__Stored data__
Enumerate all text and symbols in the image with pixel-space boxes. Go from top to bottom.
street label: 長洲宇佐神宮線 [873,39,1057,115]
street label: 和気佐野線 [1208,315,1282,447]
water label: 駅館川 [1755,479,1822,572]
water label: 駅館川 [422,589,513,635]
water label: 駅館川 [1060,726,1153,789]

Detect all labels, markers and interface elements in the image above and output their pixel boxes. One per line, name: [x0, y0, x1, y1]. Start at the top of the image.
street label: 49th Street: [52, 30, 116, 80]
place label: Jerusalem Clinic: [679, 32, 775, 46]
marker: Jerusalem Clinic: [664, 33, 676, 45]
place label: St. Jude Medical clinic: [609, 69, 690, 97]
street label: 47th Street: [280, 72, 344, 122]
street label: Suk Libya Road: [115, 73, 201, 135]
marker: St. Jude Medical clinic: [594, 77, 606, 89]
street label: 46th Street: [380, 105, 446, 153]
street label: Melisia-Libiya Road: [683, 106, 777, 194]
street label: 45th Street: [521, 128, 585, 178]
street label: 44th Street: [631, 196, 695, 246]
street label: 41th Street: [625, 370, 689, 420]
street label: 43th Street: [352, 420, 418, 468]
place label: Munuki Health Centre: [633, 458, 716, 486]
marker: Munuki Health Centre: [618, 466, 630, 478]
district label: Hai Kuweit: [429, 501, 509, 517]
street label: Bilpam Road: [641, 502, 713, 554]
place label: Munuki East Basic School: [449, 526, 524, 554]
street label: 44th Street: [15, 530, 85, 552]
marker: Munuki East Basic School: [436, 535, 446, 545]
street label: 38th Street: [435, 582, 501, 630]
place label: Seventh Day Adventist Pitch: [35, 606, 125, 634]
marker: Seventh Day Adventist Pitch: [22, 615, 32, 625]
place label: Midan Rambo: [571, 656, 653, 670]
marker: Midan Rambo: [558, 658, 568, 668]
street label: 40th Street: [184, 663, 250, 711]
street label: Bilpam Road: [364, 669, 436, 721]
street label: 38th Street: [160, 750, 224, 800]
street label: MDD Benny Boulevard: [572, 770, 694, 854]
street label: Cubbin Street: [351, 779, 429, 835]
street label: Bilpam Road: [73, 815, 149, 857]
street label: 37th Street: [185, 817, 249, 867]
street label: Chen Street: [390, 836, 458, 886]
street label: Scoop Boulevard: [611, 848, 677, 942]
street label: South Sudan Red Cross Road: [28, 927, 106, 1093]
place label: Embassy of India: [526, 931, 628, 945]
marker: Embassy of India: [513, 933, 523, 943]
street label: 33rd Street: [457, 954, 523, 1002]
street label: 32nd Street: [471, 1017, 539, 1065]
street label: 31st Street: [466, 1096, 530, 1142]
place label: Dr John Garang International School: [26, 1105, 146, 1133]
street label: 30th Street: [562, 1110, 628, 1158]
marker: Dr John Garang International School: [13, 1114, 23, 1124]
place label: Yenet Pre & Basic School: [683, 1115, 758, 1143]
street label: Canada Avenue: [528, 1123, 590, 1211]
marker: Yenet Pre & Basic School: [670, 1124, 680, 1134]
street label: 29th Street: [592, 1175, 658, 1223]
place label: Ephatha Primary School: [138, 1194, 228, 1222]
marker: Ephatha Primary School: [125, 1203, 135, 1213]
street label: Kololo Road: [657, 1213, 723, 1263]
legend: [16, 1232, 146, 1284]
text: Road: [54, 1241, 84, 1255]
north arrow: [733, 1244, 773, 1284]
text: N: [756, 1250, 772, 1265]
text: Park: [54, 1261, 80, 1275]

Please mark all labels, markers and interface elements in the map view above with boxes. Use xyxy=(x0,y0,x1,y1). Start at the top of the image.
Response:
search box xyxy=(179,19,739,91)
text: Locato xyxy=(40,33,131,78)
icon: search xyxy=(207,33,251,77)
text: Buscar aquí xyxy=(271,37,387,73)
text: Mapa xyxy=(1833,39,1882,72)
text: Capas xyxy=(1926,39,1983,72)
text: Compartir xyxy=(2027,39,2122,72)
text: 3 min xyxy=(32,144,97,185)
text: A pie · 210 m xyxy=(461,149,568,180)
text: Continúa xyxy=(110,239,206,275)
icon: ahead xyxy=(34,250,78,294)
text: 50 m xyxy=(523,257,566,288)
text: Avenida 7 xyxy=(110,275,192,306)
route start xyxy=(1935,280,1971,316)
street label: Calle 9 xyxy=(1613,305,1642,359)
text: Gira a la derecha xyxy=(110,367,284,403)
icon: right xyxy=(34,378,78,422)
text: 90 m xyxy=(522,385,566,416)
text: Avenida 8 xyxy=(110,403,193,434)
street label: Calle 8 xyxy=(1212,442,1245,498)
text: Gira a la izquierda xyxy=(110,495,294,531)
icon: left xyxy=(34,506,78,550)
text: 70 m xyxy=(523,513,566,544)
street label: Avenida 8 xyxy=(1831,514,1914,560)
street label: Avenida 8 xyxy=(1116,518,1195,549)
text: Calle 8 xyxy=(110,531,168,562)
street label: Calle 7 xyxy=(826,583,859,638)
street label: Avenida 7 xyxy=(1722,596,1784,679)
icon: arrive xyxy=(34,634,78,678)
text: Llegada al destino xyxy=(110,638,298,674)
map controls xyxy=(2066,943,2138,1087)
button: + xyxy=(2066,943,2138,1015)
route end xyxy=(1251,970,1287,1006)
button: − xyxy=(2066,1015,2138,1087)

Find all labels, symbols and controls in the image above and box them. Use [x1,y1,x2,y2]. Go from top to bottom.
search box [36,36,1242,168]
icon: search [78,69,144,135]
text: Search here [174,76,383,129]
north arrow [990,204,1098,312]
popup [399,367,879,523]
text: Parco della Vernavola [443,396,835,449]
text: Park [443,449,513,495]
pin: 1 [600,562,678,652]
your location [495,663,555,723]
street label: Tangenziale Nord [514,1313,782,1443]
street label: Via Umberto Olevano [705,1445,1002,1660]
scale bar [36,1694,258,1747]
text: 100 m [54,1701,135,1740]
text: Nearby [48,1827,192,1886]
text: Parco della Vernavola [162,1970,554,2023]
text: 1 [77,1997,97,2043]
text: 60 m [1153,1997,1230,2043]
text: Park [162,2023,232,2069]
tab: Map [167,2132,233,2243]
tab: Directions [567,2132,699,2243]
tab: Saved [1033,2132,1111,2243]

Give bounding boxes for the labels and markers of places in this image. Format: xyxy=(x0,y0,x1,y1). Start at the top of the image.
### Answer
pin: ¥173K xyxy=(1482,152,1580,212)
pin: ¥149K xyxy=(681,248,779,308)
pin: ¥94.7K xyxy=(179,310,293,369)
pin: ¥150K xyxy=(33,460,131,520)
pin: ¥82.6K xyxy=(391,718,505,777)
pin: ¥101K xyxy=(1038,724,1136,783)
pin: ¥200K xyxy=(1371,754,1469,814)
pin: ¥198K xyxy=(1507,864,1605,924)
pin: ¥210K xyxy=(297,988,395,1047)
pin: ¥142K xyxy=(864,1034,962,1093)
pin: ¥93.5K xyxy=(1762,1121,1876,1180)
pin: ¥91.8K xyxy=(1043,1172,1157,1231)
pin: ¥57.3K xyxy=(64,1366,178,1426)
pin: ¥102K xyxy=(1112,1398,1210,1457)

__Required action__
Give the records again, exactly as they appear.

__Answer space__
Enumerate all text and symbols in the image with pixel-space boxes. Go from top to bottom.
street label: 長洲宇佐神宮線 [873,39,1057,115]
street label: 和気佐野線 [1208,315,1282,447]
water label: 駅館川 [1755,479,1822,572]
water label: 駅館川 [422,589,513,635]
water label: 駅館川 [1060,726,1153,789]

Detect all labels, markers and interface elements in the image above and output their pixel boxes. One per line, name: [x0, y0, x1, y1]. Start at the top of the image.
street label: 49th Street: [52, 30, 116, 80]
place label: Jerusalem Clinic: [679, 32, 775, 46]
marker: Jerusalem Clinic: [664, 33, 676, 45]
place label: St. Jude Medical clinic: [609, 69, 690, 97]
street label: 47th Street: [280, 72, 344, 122]
street label: Suk Libya Road: [115, 73, 201, 135]
marker: St. Jude Medical clinic: [594, 77, 606, 89]
street label: 46th Street: [380, 105, 446, 153]
street label: Melisia-Libiya Road: [683, 106, 777, 194]
street label: 45th Street: [521, 128, 585, 178]
street label: 44th Street: [631, 196, 695, 246]
street label: 41th Street: [625, 370, 689, 420]
street label: 43th Street: [352, 420, 418, 468]
place label: Munuki Health Centre: [633, 458, 716, 486]
marker: Munuki Health Centre: [618, 466, 630, 478]
district label: Hai Kuweit: [429, 501, 509, 517]
street label: Bilpam Road: [641, 502, 713, 554]
place label: Munuki East Basic School: [449, 526, 524, 554]
street label: 44th Street: [15, 530, 85, 552]
marker: Munuki East Basic School: [436, 535, 446, 545]
street label: 38th Street: [435, 582, 501, 630]
place label: Seventh Day Adventist Pitch: [35, 606, 125, 634]
marker: Seventh Day Adventist Pitch: [22, 615, 32, 625]
place label: Midan Rambo: [571, 656, 653, 670]
marker: Midan Rambo: [558, 658, 568, 668]
street label: 40th Street: [184, 663, 250, 711]
street label: Bilpam Road: [364, 669, 436, 721]
street label: 38th Street: [160, 750, 224, 800]
street label: MDD Benny Boulevard: [572, 770, 694, 854]
street label: Cubbin Street: [351, 779, 429, 835]
street label: Bilpam Road: [73, 815, 149, 857]
street label: 37th Street: [185, 817, 249, 867]
street label: Chen Street: [390, 836, 458, 886]
street label: Scoop Boulevard: [611, 848, 677, 942]
street label: South Sudan Red Cross Road: [28, 927, 106, 1093]
place label: Embassy of India: [526, 931, 628, 945]
marker: Embassy of India: [513, 933, 523, 943]
street label: 33rd Street: [457, 954, 523, 1002]
street label: 32nd Street: [471, 1017, 539, 1065]
street label: 31st Street: [466, 1096, 530, 1142]
place label: Dr John Garang International School: [26, 1105, 146, 1133]
street label: 30th Street: [562, 1110, 628, 1158]
marker: Dr John Garang International School: [13, 1114, 23, 1124]
place label: Yenet Pre & Basic School: [683, 1115, 758, 1143]
street label: Canada Avenue: [528, 1123, 590, 1211]
marker: Yenet Pre & Basic School: [670, 1124, 680, 1134]
street label: 29th Street: [592, 1175, 658, 1223]
place label: Ephatha Primary School: [138, 1194, 228, 1222]
marker: Ephatha Primary School: [125, 1203, 135, 1213]
street label: Kololo Road: [657, 1213, 723, 1263]
legend: [16, 1232, 146, 1284]
text: Road: [54, 1241, 84, 1255]
north arrow: [733, 1244, 773, 1284]
text: N: [756, 1250, 772, 1265]
text: Park: [54, 1261, 80, 1275]

Please mark all labels, markers and interface elements in the map view above with boxes. Use xyxy=(x0,y0,x1,y1). Start at the top of the image.
Response:
search box xyxy=(179,19,739,91)
text: Locato xyxy=(40,33,131,78)
icon: search xyxy=(207,33,251,77)
text: Buscar aquí xyxy=(271,37,387,73)
text: Mapa xyxy=(1833,39,1882,72)
text: Capas xyxy=(1926,39,1983,72)
text: Compartir xyxy=(2027,39,2122,72)
text: 3 min xyxy=(32,144,97,185)
text: A pie · 210 m xyxy=(461,149,568,180)
text: Continúa xyxy=(110,239,206,275)
icon: ahead xyxy=(34,250,78,294)
text: 50 m xyxy=(523,257,566,288)
text: Avenida 7 xyxy=(110,275,192,306)
route start xyxy=(1935,280,1971,316)
street label: Calle 9 xyxy=(1613,305,1642,359)
text: Gira a la derecha xyxy=(110,367,284,403)
icon: right xyxy=(34,378,78,422)
text: 90 m xyxy=(522,385,566,416)
text: Avenida 8 xyxy=(110,403,193,434)
street label: Calle 8 xyxy=(1212,442,1245,498)
text: Gira a la izquierda xyxy=(110,495,294,531)
icon: left xyxy=(34,506,78,550)
text: 70 m xyxy=(523,513,566,544)
street label: Avenida 8 xyxy=(1831,514,1914,560)
street label: Avenida 8 xyxy=(1116,518,1195,549)
text: Calle 8 xyxy=(110,531,168,562)
street label: Calle 7 xyxy=(826,583,859,638)
street label: Avenida 7 xyxy=(1722,596,1784,679)
icon: arrive xyxy=(34,634,78,678)
text: Llegada al destino xyxy=(110,638,298,674)
map controls xyxy=(2066,943,2138,1087)
button: + xyxy=(2066,943,2138,1015)
route end xyxy=(1251,970,1287,1006)
button: − xyxy=(2066,1015,2138,1087)

Find all labels, symbols and controls in the image above and box them. Use [x1,y1,x2,y2]. Go from top to bottom.
search box [36,36,1242,168]
icon: search [78,69,144,135]
text: Search here [174,76,383,129]
north arrow [990,204,1098,312]
popup [399,367,879,523]
text: Parco della Vernavola [443,396,835,449]
text: Park [443,449,513,495]
pin: 1 [600,562,678,652]
your location [495,663,555,723]
street label: Tangenziale Nord [514,1313,782,1443]
street label: Via Umberto Olevano [705,1445,1002,1660]
scale bar [36,1694,258,1747]
text: 100 m [54,1701,135,1740]
text: Nearby [48,1827,192,1886]
text: Parco della Vernavola [162,1970,554,2023]
text: 1 [77,1997,97,2043]
text: 60 m [1153,1997,1230,2043]
text: Park [162,2023,232,2069]
tab: Map [167,2132,233,2243]
tab: Directions [567,2132,699,2243]
tab: Saved [1033,2132,1111,2243]

Give bounding boxes for the labels and markers of places in this image. Format: xyxy=(x0,y0,x1,y1). Start at the top of the image.
### Answer
pin: ¥173K xyxy=(1482,152,1580,212)
pin: ¥149K xyxy=(681,248,779,308)
pin: ¥94.7K xyxy=(179,310,293,369)
pin: ¥150K xyxy=(33,460,131,520)
pin: ¥82.6K xyxy=(391,718,505,777)
pin: ¥101K xyxy=(1038,724,1136,783)
pin: ¥200K xyxy=(1371,754,1469,814)
pin: ¥198K xyxy=(1507,864,1605,924)
pin: ¥210K xyxy=(297,988,395,1047)
pin: ¥142K xyxy=(864,1034,962,1093)
pin: ¥93.5K xyxy=(1762,1121,1876,1180)
pin: ¥91.8K xyxy=(1043,1172,1157,1231)
pin: ¥57.3K xyxy=(64,1366,178,1426)
pin: ¥102K xyxy=(1112,1398,1210,1457)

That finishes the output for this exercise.